Выступая с речью при своем избрании главой Думы в 1910 году, Гучков среди прочего сказал: «Мы часто жалуемся на внешние препятствия, тормозящие нашу работу. Мы не должны закрывать на них глаза: с ними придется нам считаться, а может быть, придется и сосчитаться». «Программа» была уже сформулирована: надо было претворять ее в жизнь и свести счеты со всеми «неугодными».
«Убежденный монархист» почти десять лет вел скандальную кампанию «разоблачения» власти, начав ее еще тогда, когда имени Распутина никто и не слышал. В этой «праведной борьбе» Гучкову все средства представлялись допустимыми. Начав с малых выпадов, купеческий сын постепенно превратился в одного из самых непримиримых критиков не только политики правительства, но и самого Николая II и Его семейной жизни, став личным врагом Царя и Царицы.
В одном из писем супругу Александра Фёдоровна не сдержала эмоций и воскликнула: «Ах, если б только можно было повесить Гучкова!». Много позже на вопрос одного из своих собеседников-эмигрантов, почему убитая Царица так люто ненавидела его, Гучков ответил, что не знает. Но объяснение существует.
У Александры Фёдоровны было много недоброжелателей и хулителей, но, пожалуй, с особой страстностью Она ненавидела именно лидера октябристов. Это чувство было вызвано не только тем, что Гучков первым публично, с трибуны Государственной думы огласил наличие «связи» между Распутиным и Царской Семьей.
Существовала еще одна важная причина ненависти: именно Гучкова считали человеком, который тиражировал апокрифические письма Царицы Распутину, письма, которые смертельно оскорбляли уже не только Царицу, но и Ее женскую честь. На такое, как не сомневалась Александра Фёдоровна, был способен лишь отъявленный мерзавец.
Знал эту причину Гучков или нет — неизвестно, но одно достоверно с абсолютной несомненностью: нигде и никогда по поводу своей причастности к тиражированию писем Императрицы к «дорогому Григорию» Гучков не проронил ни звука. Этот грязный сюжет затемнял светлый «рыцарский образ» нашего героя и навсегда «выпал» из его памяти.
«Урожденный текстильщик» полагал, что публичная борьба с «камарильей» и «распутинской шайкой» есть его «долг перед Россией и народом». Об этом своем «долге» он и поведал всему миру с трибуны Государственной думы в начале 1912 года. Давая свои показания летом 1917 года приснопамятной ЧСК, экс-председатель и экс-министр не обошел стороной тот давний эпизод, составивший «славу» его политической карьеры.
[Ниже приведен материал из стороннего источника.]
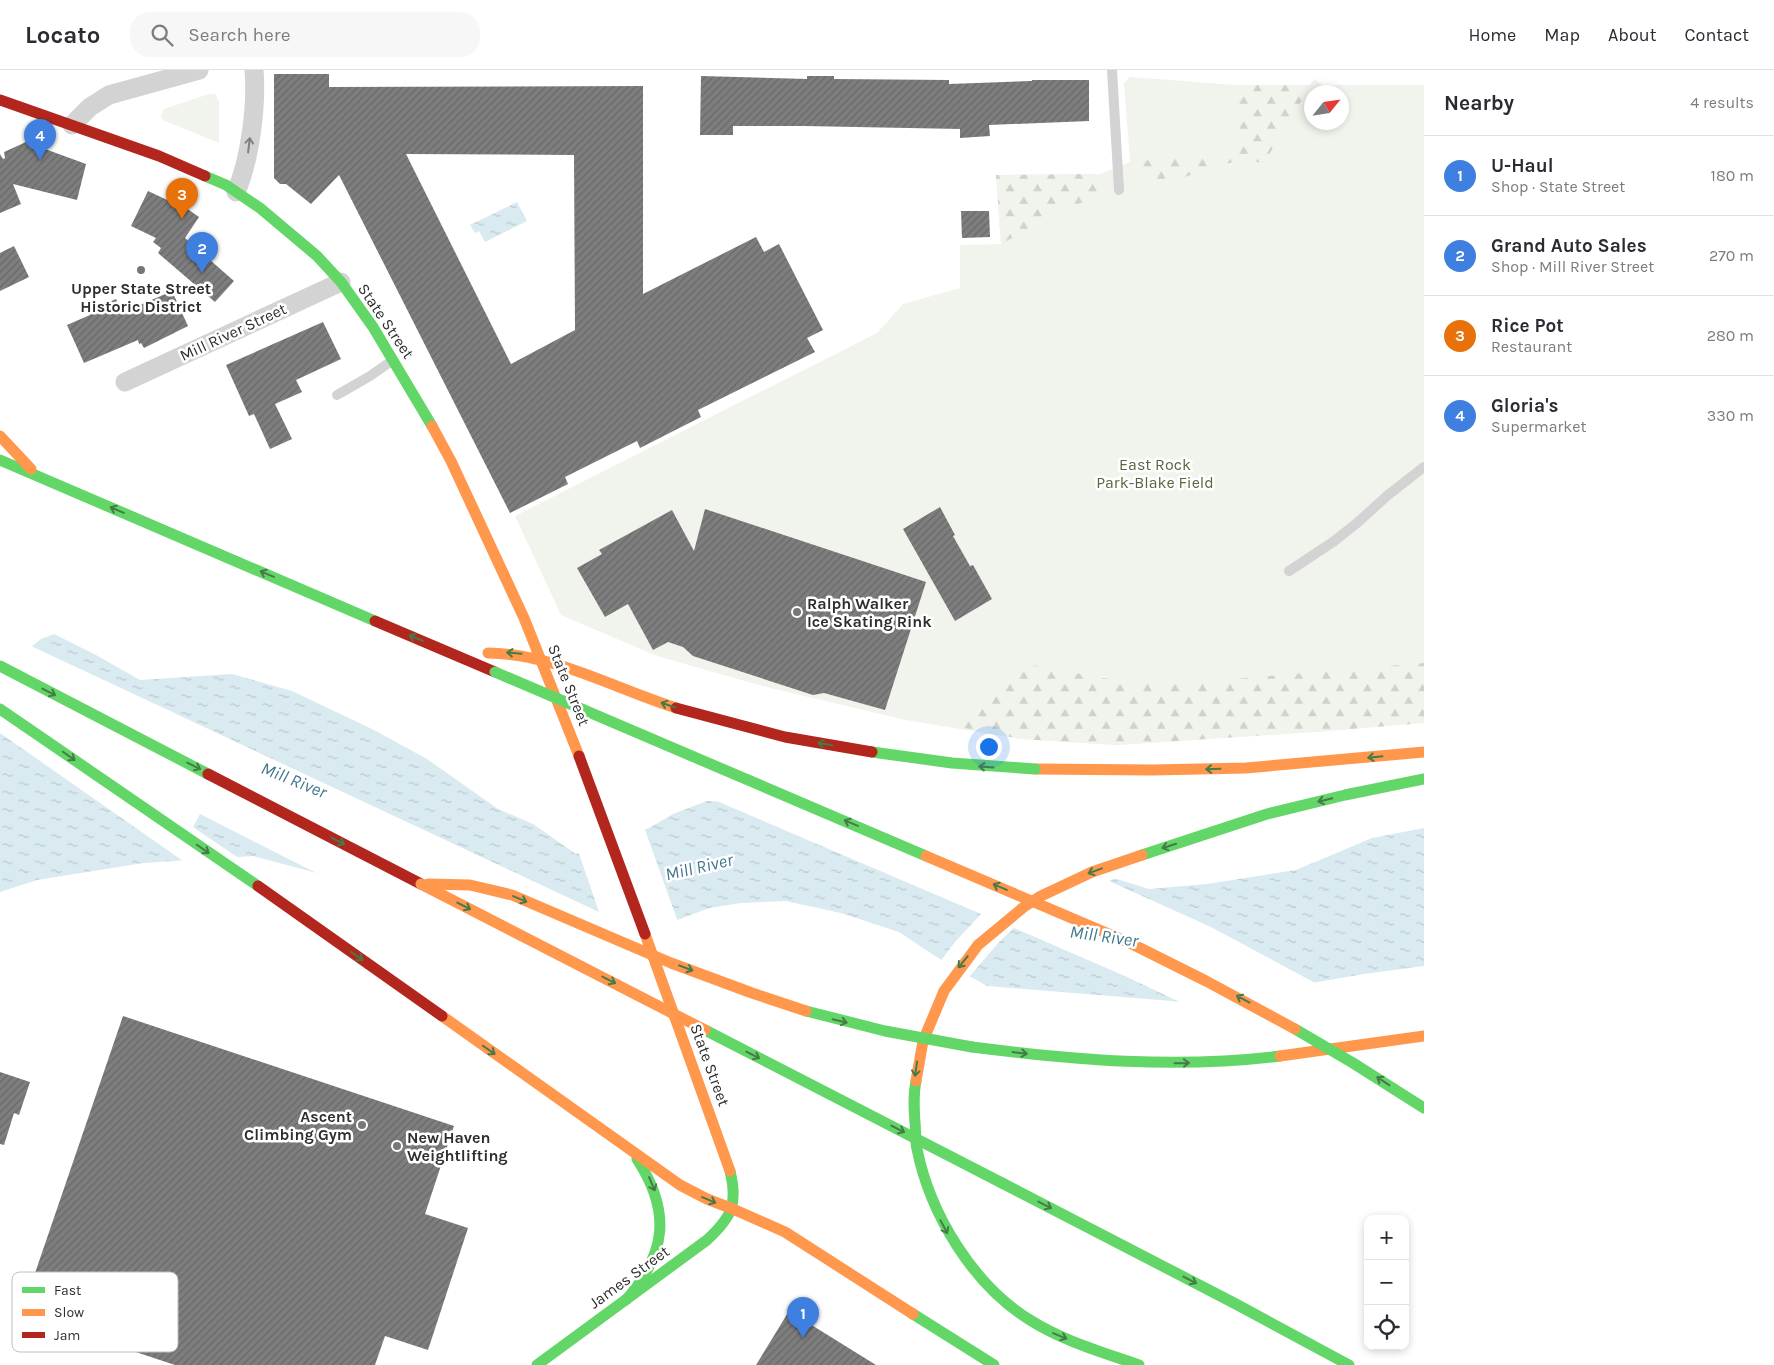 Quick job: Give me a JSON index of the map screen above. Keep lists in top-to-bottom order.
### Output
{
  "streets": {
    "main road": ["State Street", "James Street"],
    "street": ["Mill River Street"]
  },
  "crossings": [
    ["State Street", "Mill River Street"],
    ["State Street", "James Street"]
  ],
  "water": ["Mill River"],
  "parks": ["East Rock Park-Blake Field"],
  "places": [
    "Upper State Street Historic District",
    "Ralph Walker Ice Skating Rink",
    "Ascent Climbing Gym",
    "New Haven Weightlifting"
  ],
  "legend": ["Fast", "Slow", "Jam"],
  "north": "top right",
  "page": {
    "header": "Locato",
    "search": "Search here",
    "nav": [
      "Home",
      "Map",
      "About",
      "Contact"
    ],
    "heading": ["Nearby", "4 results"],
    "pins": [
      "4",
      "3",
      "2",
      "1"
    ],
    "list": [
      {
        "mark": "1",
        "name": "U-Haul",
        "note": "Shop · State Street",
        "value": "180 m"
      },
      {
        "mark": "2",
        "name": "Grand Auto Sales",
        "note": "Shop · Mill River Street",
        "value": "270 m"
      },
      {
        "mark": "3",
        "name": "Rice Pot",
        "note": "Restaurant",
        "value": "280 m"
      },
      {
        "mark": "4",
        "name": "Gloria's",
        "note": "Supermarket",
        "value": "330 m"
      }
    ],
    "map_buttons": ["+", "−"]
  }
} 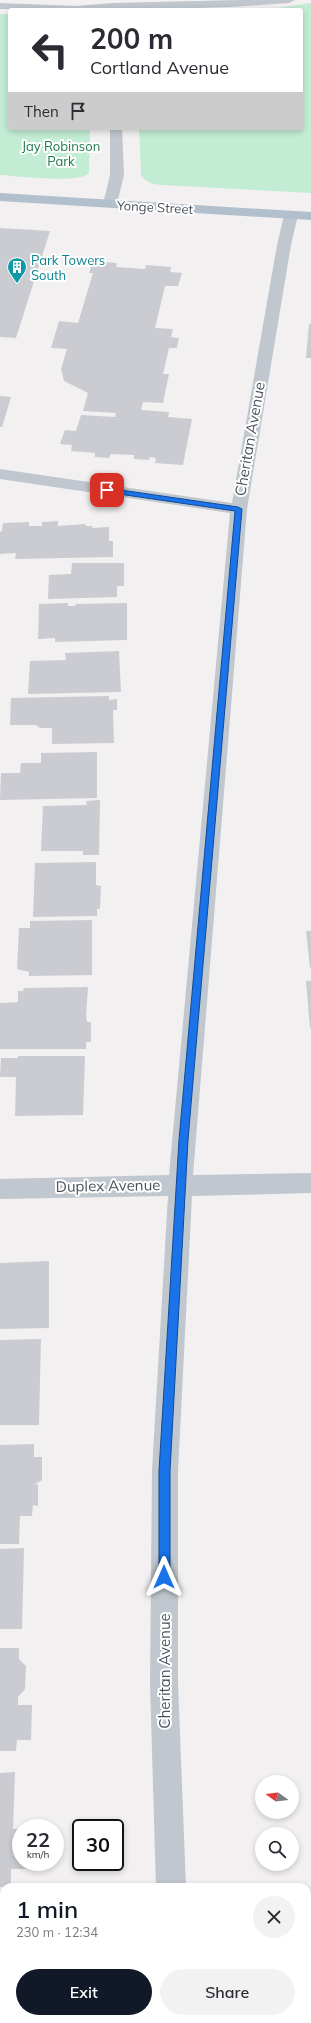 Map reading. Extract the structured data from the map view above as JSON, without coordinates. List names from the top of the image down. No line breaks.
{"streets":{"main road":["Yonge Street"],"street":["Cheritan Avenue","Duplex Avenue"]},"crossings":[["Yonge Street","Cheritan Avenue"],["Cheritan Avenue","Duplex Avenue"]],"parks":["Jay Robinson Park"],"places":{"building":["Park Towers South"]},"north":"left","page":{"turn":["200 m","Cortland Avenue"],"then":"Then","speed":"22 km/h","limit":"30","heading":["1 min","230 m · 12:34"],"buttons":["Exit","Share"]}} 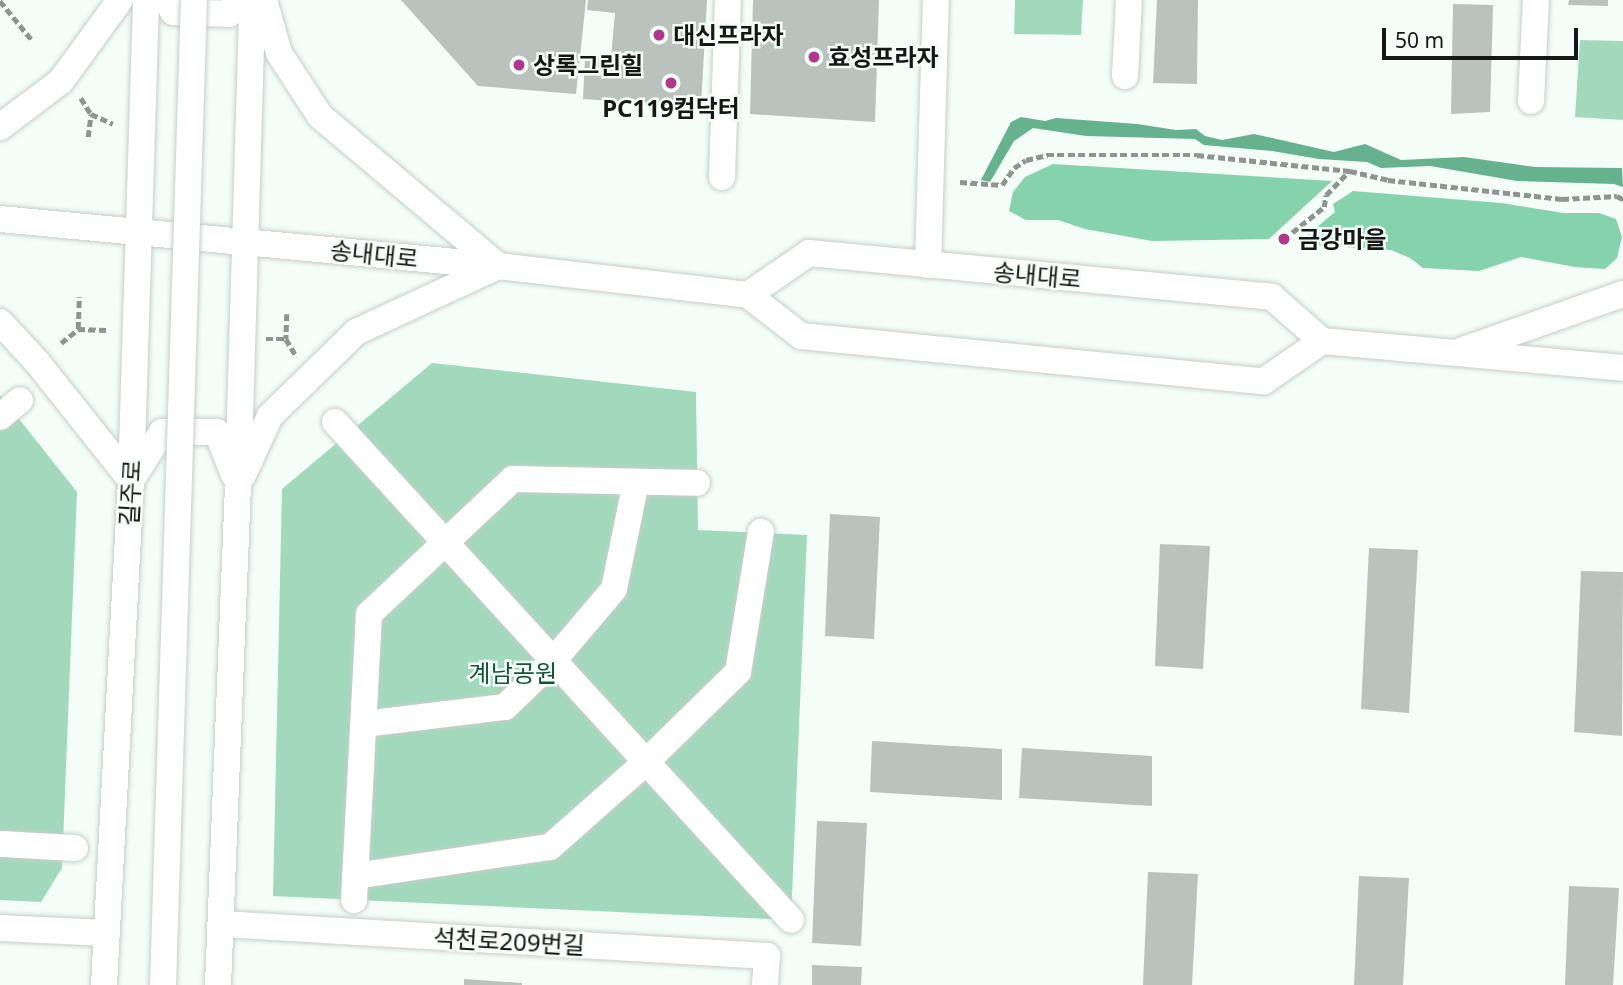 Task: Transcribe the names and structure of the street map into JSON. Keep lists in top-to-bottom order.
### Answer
{
  "streets": {
    "street": ["송내대로", "길주로", "석천로209번길"]
  },
  "crossings": [
    ["송내대로", "길주로"]
  ],
  "parks": ["계남공원"],
  "places": [
    "대신프라자",
    "효성프라자",
    "상록그린힐",
    "PC119컴닥터",
    "금강마을"
  ],
  "scale_bar": "50 m"
} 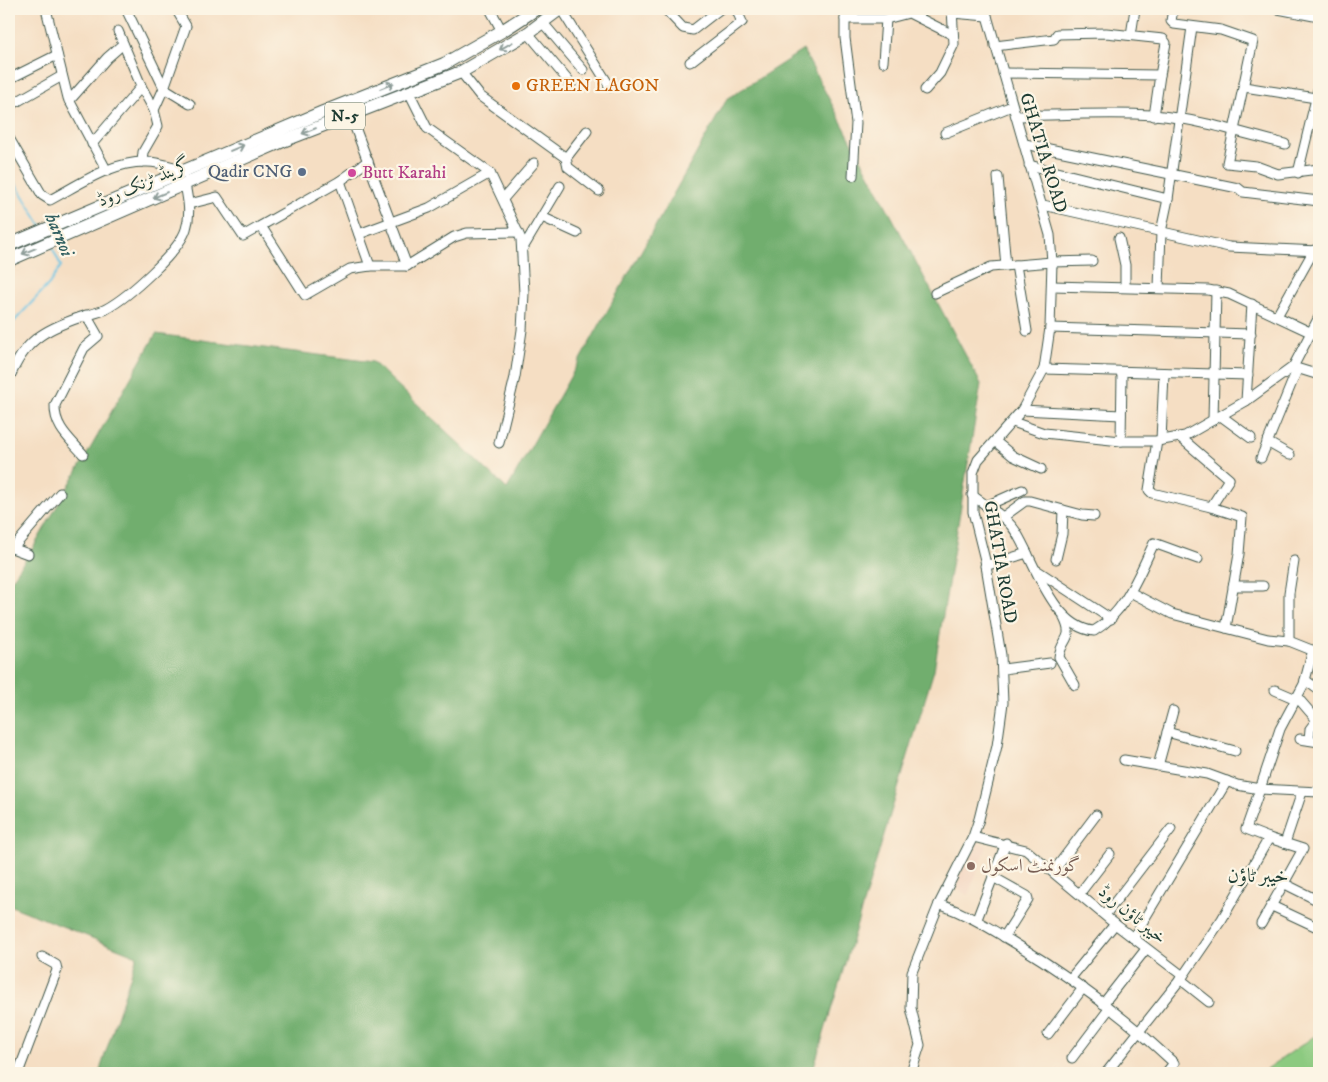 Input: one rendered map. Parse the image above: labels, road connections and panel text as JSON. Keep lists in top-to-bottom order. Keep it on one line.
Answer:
{"streets":{"highway":["N-5","گرینڈ ٹرنک روڈ"],"street":["GHATIA ROAD","خیبر ٹاؤن روڈ"]},"crossings":[["GHATIA ROAD","خیبر ٹاؤن روڈ"]],"districts":["خیبر ٹاؤن"],"water":["harnoi"],"places":["GREEN LAGON","Qadir CNG","Butt Karahi","گورنمنٹ اسکول"]} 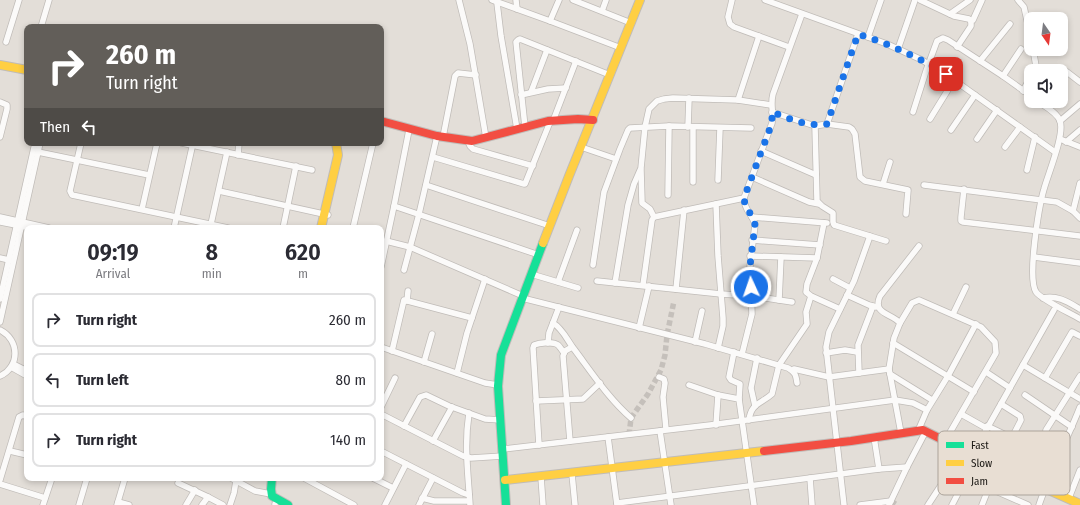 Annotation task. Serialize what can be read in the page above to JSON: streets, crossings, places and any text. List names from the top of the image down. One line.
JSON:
{"legend":["Fast","Slow","Jam"],"north":"bottom","page":{"turn":["260 m","Turn right"],"then":"Then","eta":["09:19","Arrival","8","min","620","m"],"list":[{"name":"Turn right","value":"260 m"},{"name":"Turn left","value":"80 m"},{"name":"Turn right","value":"140 m"}]}}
«Я внёс в Думе запрос о Распутине и деятельности тёмных сил, после чего мне один из министров передавал, как Высочайше заявлено ему было, что „Гучкова мало повесить“. Я тогда на это ответил, что моя жизнь принадлежит моему Государю, но моя совесть Ему не принадлежит, и что я буду продолжать бороться».
Какая патетика, какое самообладание, какое самопожертвование! Всё было бы именно так, если бы так и выглядело в действительности. На самом же деле всё обстояло совершенно иначе. Никакого «высочайшего повеления», процитированного выше, не только не было, но и не могло быть. Никогда ничего подобного из уст Монарха не звучало. Александра же Фёдоровна «высочайших повелений» отдавать вообще не могла и не отдавала, да и с министрами подобного рода бесед никогда не вела.